Besides the iconic New York City subway map, for which he remains best-known, the great Massimo Vignelli has worked on some of the twentieth century’s most memorable packaging, identity, and public signage for clients like IBM, American Airlines, and Bloomingdale’s, and has earned some of the creative industry’s most prestigious awards, including the AIGA Gold Medal (1983), the New York State Governor’s Award for Excellence (1993), the National Arts Club Gold Medal for Design (2004), and the Lifetime Achievement Award from the Cooper Hewitt National Design Museum (2005). But nowhere do Vignelli’s eloquence, wisdom, earnestness, and sensitivity shine more brilliantly than in How to Think Like a Great Graphic Designer (public library) — the same fantastic anthology of Debbie Millman‘s interviews with creative icons that gave us Paula Scher’s slot machine metaphor for creativity.

A champion of “intellectual elegance,” Vignelli explains his lifelong crusade against vulgarity:

MV: When I talk about elegance, I mean intellectual elegance. Elegance of the mind.

DM: How would you define elegance of the mind?

MV: I would define intellectual elegance as a mind that is continually refining itself with education and knowledge. Intellectual elegance is the opposite of intellectual vulgarity. We all know vulgarity very well. Elegance is the opposite.

DM: I have to ask: What would you consider to be vulgar?

MV: Vulgarity is something underneath culture and education. Anything that is not refined.

[…]

DM: Why do you think people are fascinated by vulgarity?

MV: Because it is easier to absorb. Elegance is about education and refinement, and it is a by-product of a continual search for the best and for the sublime. And it is a continuous refusal of indulging in anything that is vulgar. It’s a job.

He offers an articulate definition of what design is really about:

It is to decrease the amount of vulgarity in the world. It is to make the world a better place to be. But everything is relative. There is a certain amount of latitude between what is good, what is elegant, and what is refined that can take many, many manifestations. It doesn’t have to be one style. We’re not talking about style, we’re talking about quality. Style is tangible, quality is intangible. I am talking about creating for everything that surrounds us a level of quality.

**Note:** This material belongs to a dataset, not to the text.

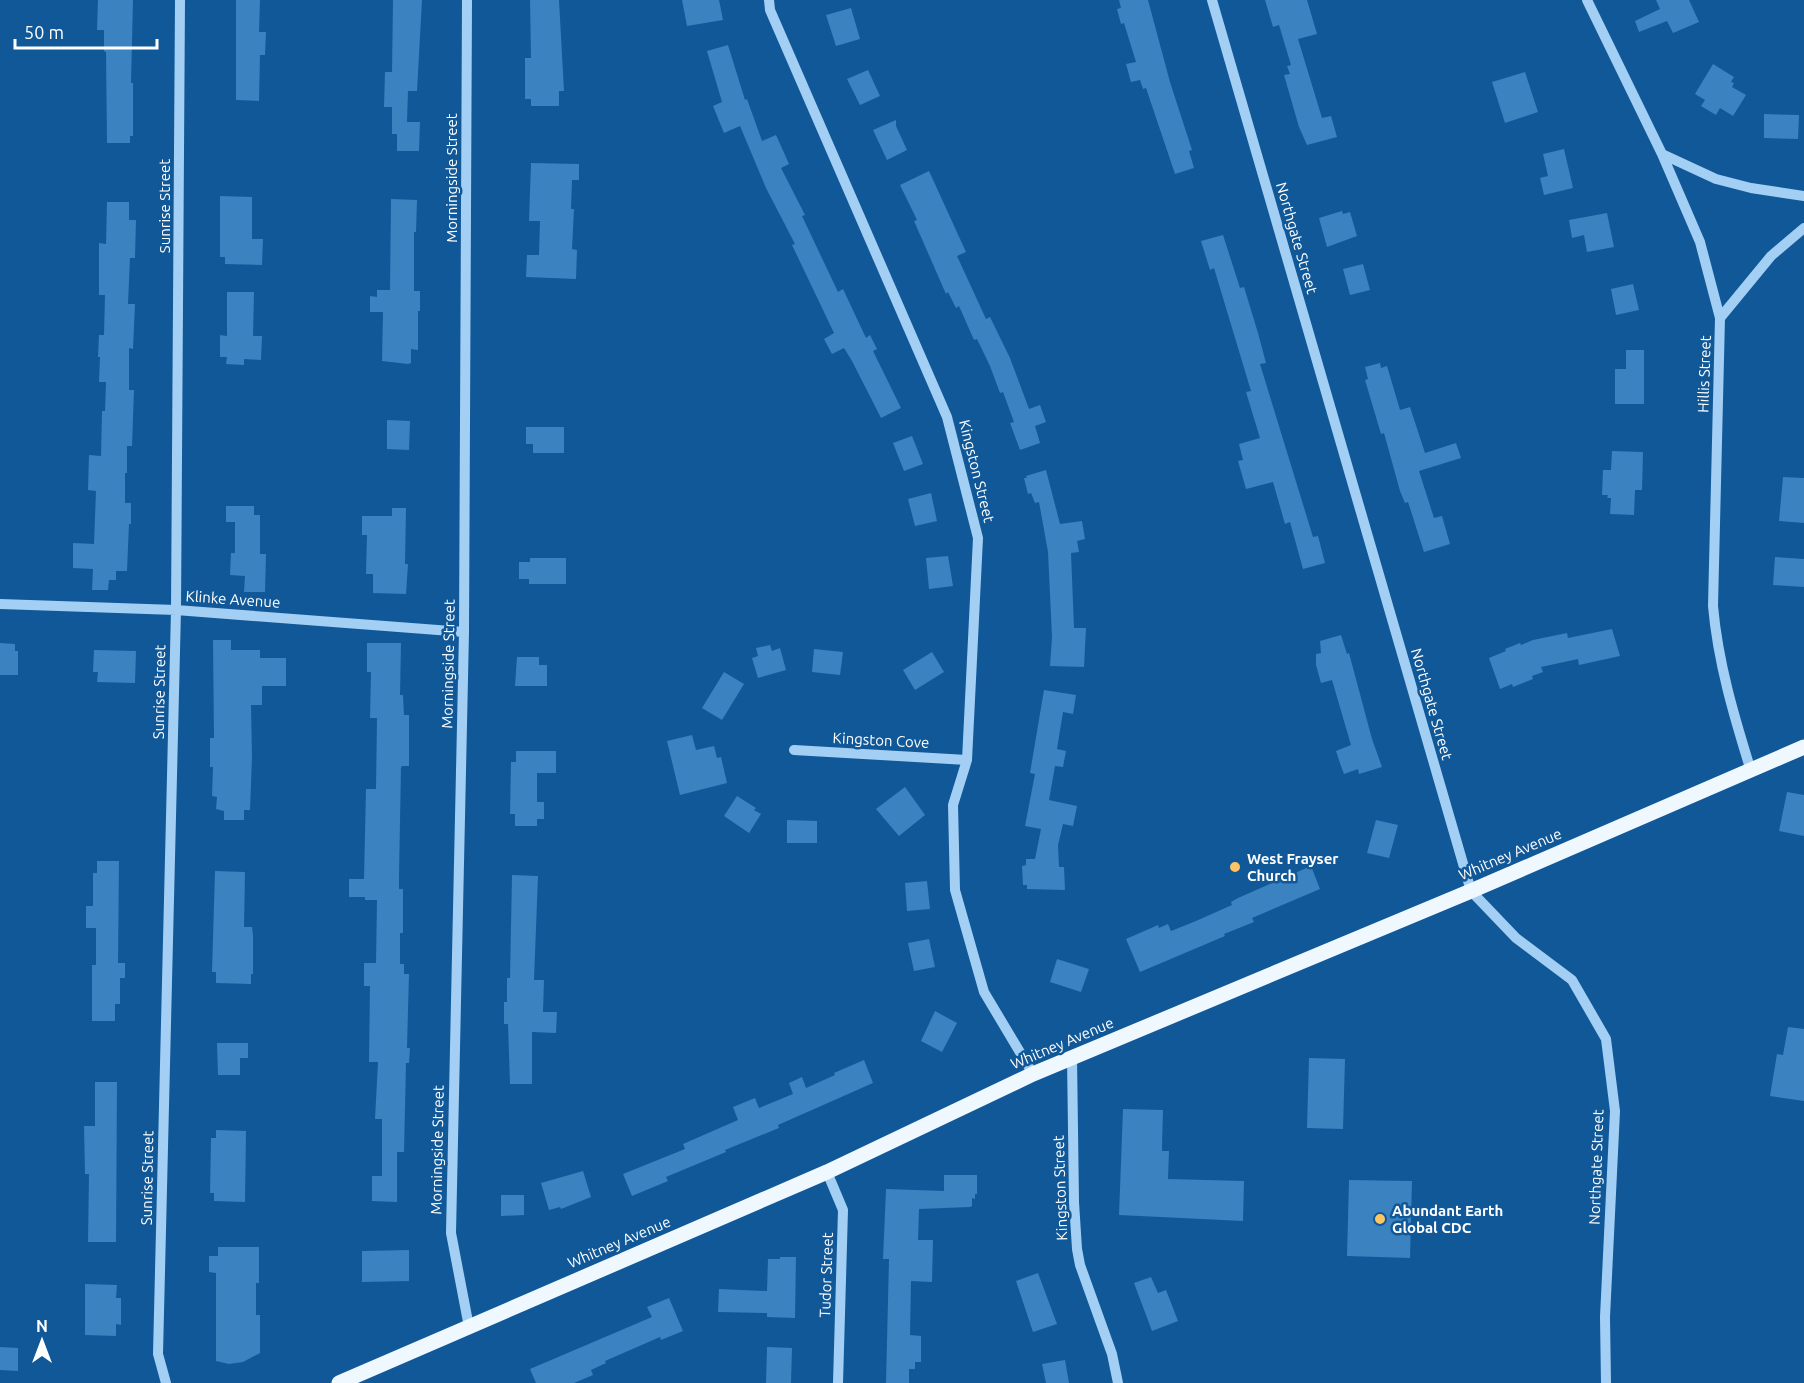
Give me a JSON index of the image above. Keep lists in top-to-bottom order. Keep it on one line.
{"streets":{"main road":["Whitney Avenue"],"street":["Morningside Street","Sunrise Street","Northgate Street","Hillis Street","Kingston Street","Klinke Avenue","Kingston Cove","Tudor Street"]},"crossings":[["Morningside Street","Klinke Avenue"],["Morningside Street","Whitney Avenue"],["Sunrise Street","Klinke Avenue"],["Northgate Street","Whitney Avenue"],["Hillis Street","Whitney Avenue"],["Kingston Street","Kingston Cove"],["Kingston Street","Whitney Avenue"],["Whitney Avenue","Tudor Street"]],"places":["West Frayser Church","Abundant Earth Global CDC"],"scale_bar":"50 m","north":"top"}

Like Steve Jobs famously did, Vignelli has profound disdain for focus groups and, like Millman herself, advocates for not letting limited imagination shrink the boundaries of the possible:

I don’t believe in market research. I don’t believe in marketing the way it’s done in America. The American way of marketing is to answer to the wants of the customer instead of answering to the needs of the customer. The purpose of marketing should be to find needs — not to find wants.

People do not know what they want. They barely know what they need, but they definitely do not know what they want. They’re conditioned by the limited imagination of what is possible. … Most of the time, focus groups are built on the pressure of ignorance.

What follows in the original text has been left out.